Important note about SSL VPN compatibility for 20.0 MR1 with EoL SFOS versions and UTM9 OS. Learn more in the release notes.

Sophos Firewall: Using SD-WAN and XFRM to route System Generated Traffic like CFR to another location

Disclaimer: This information is provided as-is for the benefit of the Community. Please contact Sophos Professional Services if you require assistance with your specific environment.


Overview

In some situations, we want to route traffic from an Appliance not over the internet but to another firewall and then to the internet. For this use case, SD-WAN Routes were created. We can use the same approach to route all traffic a firewall generates to another firewall. In this recommended read, we’ll reroute the traffic of CFR(Central Firewall Reporting) to another firewall. 

How it works

We’ll use two Firewalls and an existing XFRM Tunnel (Route Based VPN). You can use MPLS as well; it’s a similar approach. We’ll create an SD-WAN Route for the specific traffic on both firewalls and allow the traffic with a matching Firewall Rule. 

Central Datacenter

CFR uses the data center you choose when creating the data center. You’ll find your Sophos Central Datacenter here

CFR uses the same data center but in S3. 

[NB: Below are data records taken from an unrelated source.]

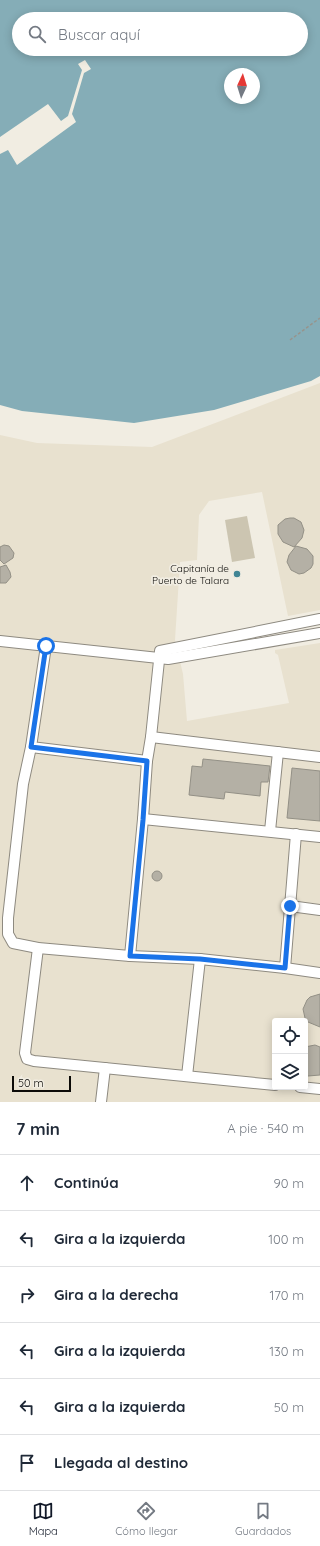 <!DOCTYPE html>
<html lang="es">
<meta charset="utf-8">
<style>
:root{--surface:#fff;--page:#f6f6f7;--text:#1f2937;--muted:#747a83;--line:#e0e1e3;--accent:#111827}
body{margin:0;font-family:Quicksand,sans-serif;background:var(--page);color:var(--text)}
.controls{position:absolute;right:12px;bottom:12px;display:grid;overflow:hidden;border-radius:4px;box-shadow:0 2px 10px #0003}
.controls button{width:36px;height:36px;display:grid;place-items:center;padding:0;border:0;border-bottom:1px solid var(--line);background:var(--surface);color:var(--text);font:20px sans-serif}
.compass{position:absolute;left:224px;top:68px;width:36px;height:36px;border-radius:50%;background:var(--surface);box-shadow:0 2px 10px #0003;rotate:4deg}
.scale{position:absolute;left:12px;bottom:10px;width:59px;box-sizing:border-box;padding-left:4px;border:2px solid #0c0b08;border-top:0;font-size:11px;line-height:14px;white-space:nowrap;color:#0c0b08;-webkit-text-stroke:3px #f1ede2;paint-order:stroke}
.stop{position:absolute;width:12px;height:12px;margin:-9px;border:3px solid #1a73e8;border-radius:50%;background:#fff}
.stop.end{background:#1a73e8;border-color:#fff;box-shadow:0 1px 4px #0008}
.list{margin:0;padding:0;list-style:none}
h2{display:flex;justify-content:space-between;align-items:center;height:52px;margin:0;padding:0 16px;font-size:17px}
h2 small{font-size:13px;font-weight:400;color:var(--muted)}
.list li{display:grid;grid-template-columns:26px 1fr auto;gap:12px;align-items:center;box-sizing:border-box;height:56px;padding:0 16px;border-top:1px solid var(--line)}
.list b{display:block;font-size:15px;white-space:nowrap}
.list em{font-size:13px;font-style:normal;color:var(--muted)}
.icon{flex:none;width:22px;height:22px;fill:none;stroke:currentColor;stroke-width:2;stroke-linecap:round;stroke-linejoin:round}
.map{position:relative;flex:none;width:320px;height:1102px;overflow:hidden}
.search{position:absolute;background:var(--surface);box-shadow:0 2px 10px #0003;left:12px;right:12px;top:12px;height:44px;display:flex;align-items:center;gap:10px;box-sizing:border-box;padding:0 14px;border-radius:22px;color:var(--muted);font-size:15px}
.sheet{height:388px;background:var(--surface)}
nav{display:flex;justify-content:space-around;align-items:center;box-sizing:border-box;height:56px;border-top:1px solid var(--line);background:var(--surface);font-size:11px;color:var(--muted)}
nav a{display:grid;justify-items:center;gap:2px}
nav .on{color:var(--accent)}
.map>svg:first-child{display:block}
</style>
<div class="map">
<svg width="320" height="1102" viewBox="0 0 320 1102">
<rect width="100%" height="100%" fill="#f1ede2"/>
<path fill="#e8e1cf" fill-rule="evenodd" d="M 320,383 L 320,610 L 288,616 L 262,492 L 209,501 L 199,515 L 197,560 L 180,562 L 175,640 L 183,674 L 187,721 L 289,703 L 278,655 L 275,653 L 275,650 L 320,643 L 320,1102 L 0,1102 L 0,435 L 37,443 L 152,447 ZM 275,1021 L 305,1021 L 305,1087 L 275,1087 Z"/>
<path fill="#ccc5b1" d="M 247,516 L 255,558 L 232,562 L 225,520 Z"/>
<path fill="#85adb7" fill-rule="evenodd" d="M 0,0 L 320,0 L 320,376 L 311,381 L 214,410 L 134,423 L 22,411 L 0,405 ZM 19,19 L 301,19 L 301,49 L 19,49 ZM 230,74 L 254,74 L 254,98 L 230,98 Z"/>
<path fill="#f1ede2" d="M 85,60 L 91,69 L 84,73 L 72,114 L 76,122 L 17,165 L 8,150 L 0,154 L 0,137 L 48,104 L 61,121 L 68,116 L 82,70 L 78,64 Z"/>
<g fill="#b4b0a5" stroke="#939086">
<path d="M 290,518 L 294,518 L 301,522 L 304,530 L 302,538 L 294,547 L 283,542 L 278,534 L 278,525 L 285,519 Z"/>
<path d="M 4,545 L 9,546 L 14,553 L 13,558 L 4,564 L 0,560 L 0,547 Z"/>
<path d="M 296,546 L 307,549 L 313,556 L 313,564 L 311,568 L 304,573 L 299,574 L 291,570 L 287,562 L 289,555 Z"/>
<path d="M 6,565 L 10,572 L 11,577 L 6,583 L 0,583 L 0,567 Z"/>
<path d="M 203,759 L 270,766 L 268,782 L 261,782 L 260,796 L 225,792 L 224,799 L 189,795 L 192,766 L 202,767 Z"/>
<path d="M 292,768 L 320,771 L 320,821 L 287,818 Z"/>
<circle cx="157" cy="876" r="5"/>
<path d="M 320,994 L 320,1027 L 308,1022 L 305,1018 L 303,1009 L 307,1000 L 310,997 Z"/>
<path d="M 315,1045 L 320,1047 L 320,1075 L 308,1076 L 305,1075 L 305,1047 Z"/>
</g>
<g fill="none" stroke-linecap="round" stroke-linejoin="round">
<defs>
<g id="minor">
<path d="M 0,641 L 168,659 L 320,633"/>
<path d="M 46,646 L 31,747 L 147,761"/>
<path d="M 151,737 L 320,757"/>
<path d="M 31,747 L 23,784 L 8,918 L 8,934 L 13,943 L 38,948 L 130,956 L 200,959 L 285,968 L 320,973"/>
<path d="M 143,819 L 320,837"/>
<path d="M 270,831 L 278,752"/>
<path d="M 290,906 L 320,910"/>
<path d="M 38,948 L 25,1053 L 27,1059 L 34,1061 L 275,1085"/>
<path d="M 130,956 L 143,819 L 147,761 L 151,737 L 160,651 L 320,619"/>
<path d="M 285,968 L 296,834"/>
<path d="M 187,1076 L 200,959"/>
<path d="M 300,1087 L 320,1089"/>
<path d="M 101,1102 L 105,1068"/>
</g>
</defs>
<use href="#minor" stroke="#8e8a80" stroke-width="12"/>
<path stroke="#97948c" stroke-width="1.5" stroke-dasharray="3 2" stroke-linecap="butt" d="M 290,340 L 320,318"/>
<use href="#minor" stroke="#fff" stroke-width="10"/>
</g>
<g fill="none" stroke-linecap="round" stroke-linejoin="round">
<path stroke="#1a73e8" stroke-width="5" d="M 46,646 L 31,747 L 147,761 L 143,820 L 130,956 L 200,959 L 285,968 L 290,906"/>
</g>
<circle fill="#418594" stroke="#f1ede2" stroke-width="1.5" cx="237" cy="574" r="4"/>
<g text-anchor="middle" dominant-baseline="central" stroke-width="3.5" stroke-linejoin="round" paint-order="stroke">
<g font-size="10" fill="#0c0b08" stroke="#f1ede2" text-anchor="end">
<text x="229" y="568">Capitanía de<tspan x="229" dy="12">Puerto de Talara</tspan></text>
</g>
</g>
</svg>
<div class="controls">
<button><svg class="icon" aria-label="locate" viewBox="0 0 24 24"><circle cx="12" cy="12" r="6"/><path d="M12 2v4M12 18v4M2 12h4M18 12h4"/></svg></button>
<button><svg class="icon" aria-label="layers" viewBox="0 0 24 24"><path d="M12 4l9 5-9 5-9-5zM3 14l9 5 9-5"/></svg></button>
</div>
<svg class="compass" viewBox="-18 -18 36 36"><path d="M0-13l5 13h-10z" fill="#e53935"/><path d="M0 13l5-13h-10z" fill="#747a83"/></svg>
<div class="scale">50 m</div>
<div class="stop" style="left:46px;top:646px"></div>
<div class="stop end" style="left:290px;top:906px"></div>
<div class="search"><svg class="icon" aria-label="search" viewBox="0 0 24 24"><circle cx="10" cy="10" r="6"/><path d="M15 15l6 6"/></svg>Buscar aquí</div>
</div>
<section class="sheet">
<h2>7 min<small>A pie · 540 m</small></h2>
<ul class="list">
<li><svg class="icon" aria-label="ahead" viewBox="0 0 24 24"><path d="M12 20V5M6 11l6-6 6 6"/></svg><div><b>Continúa</b></div><em>90 m</em></li>
<li><svg class="icon" aria-label="left" viewBox="0 0 24 24"><path d="M17 20v-9H6M10 6l-5 5 5 5"/></svg><div><b>Gira a la izquierda</b></div><em>100 m</em></li>
<li><svg class="icon" aria-label="right" viewBox="0 0 24 24"><path d="M7 20v-9h11M14 6l5 5-5 5"/></svg><div><b>Gira a la derecha</b></div><em>170 m</em></li>
<li><svg class="icon" aria-label="left" viewBox="0 0 24 24"><path d="M17 20v-9H6M10 6l-5 5 5 5"/></svg><div><b>Gira a la izquierda</b></div><em>130 m</em></li>
<li><svg class="icon" aria-label="left" viewBox="0 0 24 24"><path d="M17 20v-9H6M10 6l-5 5 5 5"/></svg><div><b>Gira a la izquierda</b></div><em>50 m</em></li>
<li><svg class="icon" aria-label="arrive" viewBox="0 0 24 24"><path d="M6 21V4h12l-3 4 3 4H6"/></svg><div><b>Llegada al destino</b></div></li>
</ul>
</section>
<nav>
<a class="on"><svg class="icon" aria-label="map" viewBox="0 0 24 24"><path d="M3 6l6-2 6 2 6-2v14l-6 2-6-2-6 2zM9 4v14M15 6v14"/></svg>Mapa</a>
<a><svg class="icon" aria-label="directions" viewBox="0 0 24 24"><path d="M12 3l9 9-9 9-9-9zM9 14v-3h6M13 9l2 2-2 2"/></svg>Cómo llegar</a>
<a><svg class="icon" aria-label="saved" viewBox="0 0 24 24"><path d="M7 4h10v16l-5-4-5 4z"/></svg>Guardados</a>
</nav>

Sophos has different URLs for each Datacenter: 

  • tf-pre-signed-url-eu-central-1-prod-firewall-bucket.s3.eu-central-1.amazonaws.com
  • tf-pre-signed-url-eu-west-1-prod-firewall-bucket.s3.eu-west-1.amazonaws.com
  • tf-pre-signed-url-us-west-2-prod-firewall-bucket.s3.us-west-2.amazonaws.com
  • tf-pre-signed-url-us-east-2-prod-firewall-bucket.s3.us-east-2.amazonaws.com
  • tf-pre-signed-url-ap-south-1-prod-firewall-bucket.s3.ap-south-1.amazonaws.com
  • tf-pre-signed-url-ap-northeast-1-prod-firewall-bucket.s3.ap-northeast-1.amazonaws.com
  • tf-pre-signed-url-ca-central-1-prod-firewall-bucket.s3.ca-central-1.amazonaws.com
  • tf-pre-signed-url-sa-east-1-prod-firewall-bucket.s3.sa-east-1.amazonaws.com
  • tf-pre-signed-url-ap-southeast-2-prod-firewall-bucket.s3.ap-southeast-2.amazonaws.com

In our example, we’re working with the Frankfurt/Germany data center, EU-Central-1. 

SD-WAN Rule 

Our first step is to change the SD-WAN Route on the Device. We want to reroute Traffic to the tunnel. 
The rule is quite simple. We’re using SD-WAN Routes to route everything into a Gateway Route: 

We’re working with a Wildcard; you can create an object like the one above.

Firewall Rule 

On the other Firewall, we need to allow this Traffic to flow to WAN. In this example, a simple VPN to WAN Rule. You can/must adjust this to your needs. You can also create the same objects. 

SD-WAN CLI Configs

Two different CLI Configs could affect your success: Reply Packets and System-Generated Traffic.

First: Reply Packets, which means if the packet on the second firewall comes back, it needs its route or uses the route back. 
Second: System-Generated Traffic, meaning the SD-WAN Routes will be considered for Traffic generated by SFOS (which we want in this case).